Red Deer College’s William Shakespeare in the Land of the Dead, which played in October of last year, was a performance that didn’t fit tidily into a genre.  The title gave a hint of what to expect though – a juxtaposition of Shakespeare and zombies.

The play was written in 2008 or so by John Heimbuch, and directed by Kelly Reay of Calgary.   The cast of fourteen are all students in the graduating year of the Theatre Performance and Creation program, last seen as an ensemble in Ten Lost Years last spring.

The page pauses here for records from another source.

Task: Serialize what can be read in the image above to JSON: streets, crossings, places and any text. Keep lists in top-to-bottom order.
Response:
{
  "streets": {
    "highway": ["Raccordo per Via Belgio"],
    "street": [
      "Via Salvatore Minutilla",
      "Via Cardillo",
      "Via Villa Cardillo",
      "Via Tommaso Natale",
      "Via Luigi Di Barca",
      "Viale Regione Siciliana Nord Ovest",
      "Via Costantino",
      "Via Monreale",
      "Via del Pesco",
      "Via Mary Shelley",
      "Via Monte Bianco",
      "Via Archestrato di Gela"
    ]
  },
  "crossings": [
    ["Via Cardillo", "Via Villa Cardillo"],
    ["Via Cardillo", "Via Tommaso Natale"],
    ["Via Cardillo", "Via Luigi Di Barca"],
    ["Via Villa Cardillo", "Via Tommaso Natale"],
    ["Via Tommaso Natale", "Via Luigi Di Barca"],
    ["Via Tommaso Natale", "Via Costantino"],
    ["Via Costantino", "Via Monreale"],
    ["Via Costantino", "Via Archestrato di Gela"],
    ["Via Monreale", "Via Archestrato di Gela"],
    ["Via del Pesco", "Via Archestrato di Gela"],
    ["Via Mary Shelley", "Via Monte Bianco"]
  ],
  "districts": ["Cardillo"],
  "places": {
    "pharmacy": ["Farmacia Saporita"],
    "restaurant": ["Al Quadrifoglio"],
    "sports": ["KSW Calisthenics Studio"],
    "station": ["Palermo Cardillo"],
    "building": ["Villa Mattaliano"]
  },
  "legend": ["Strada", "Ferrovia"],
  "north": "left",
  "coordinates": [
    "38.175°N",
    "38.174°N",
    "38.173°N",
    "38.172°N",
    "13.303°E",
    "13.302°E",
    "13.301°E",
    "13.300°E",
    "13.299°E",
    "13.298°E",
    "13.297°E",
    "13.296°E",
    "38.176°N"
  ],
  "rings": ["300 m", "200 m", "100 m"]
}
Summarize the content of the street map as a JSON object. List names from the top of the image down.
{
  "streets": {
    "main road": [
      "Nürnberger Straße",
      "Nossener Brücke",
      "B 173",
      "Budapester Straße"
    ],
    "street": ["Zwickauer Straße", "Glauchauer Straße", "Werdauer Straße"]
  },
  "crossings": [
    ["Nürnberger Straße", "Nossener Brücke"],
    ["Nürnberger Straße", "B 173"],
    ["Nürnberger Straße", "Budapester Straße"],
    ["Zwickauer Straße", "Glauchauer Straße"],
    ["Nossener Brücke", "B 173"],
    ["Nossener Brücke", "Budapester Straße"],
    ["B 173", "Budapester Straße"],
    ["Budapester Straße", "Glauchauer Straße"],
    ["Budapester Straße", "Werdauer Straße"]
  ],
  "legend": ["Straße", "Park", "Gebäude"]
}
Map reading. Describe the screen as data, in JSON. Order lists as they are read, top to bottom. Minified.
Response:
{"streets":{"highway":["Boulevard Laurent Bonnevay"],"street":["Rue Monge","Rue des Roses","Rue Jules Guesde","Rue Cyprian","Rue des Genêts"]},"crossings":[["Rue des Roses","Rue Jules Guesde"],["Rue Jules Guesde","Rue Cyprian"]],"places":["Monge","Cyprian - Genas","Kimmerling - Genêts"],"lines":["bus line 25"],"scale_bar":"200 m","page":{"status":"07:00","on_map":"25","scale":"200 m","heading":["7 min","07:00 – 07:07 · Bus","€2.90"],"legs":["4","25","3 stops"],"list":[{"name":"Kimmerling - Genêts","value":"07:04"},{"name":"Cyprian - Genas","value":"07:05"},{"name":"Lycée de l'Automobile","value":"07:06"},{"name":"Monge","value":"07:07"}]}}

The set, constructed in the black-box space of Studio A, created the sense of being in the greenroom or other backstage space at the Globe Theatre shortly after it had been built, with warm yellow lighting and a light mist or haze, rough wooden benches and table, and large exposed beams suspended overhead.  The scene opens with Kate (Pharaoh Amnesty), the ” ‘tiring girl” for the Lord Chamberlain’s Men theatre company, starting to clear up the room while a performance is going on.  Shakespeare (Evan Macleod) and Burbage (Richie Jackson), friends and collaborators, then enter and discuss past and future productions, the politics of the day, the troubles of dealing with actors and patrons, and so on.  Will Kemp (Nate Rehman), the clown of the company who had been known for playing Falstaff, bounces in, pesters Shakespeare to write Falstaff into more scenes, and taunts him that audiences would rather see his jigging and foolishness than a story with a plot.  The parts that I knew about seemed consistent with canon, and this part introduced some of the main characters, but I felt like it dragged a little and was sometimes hard to hear or to follow.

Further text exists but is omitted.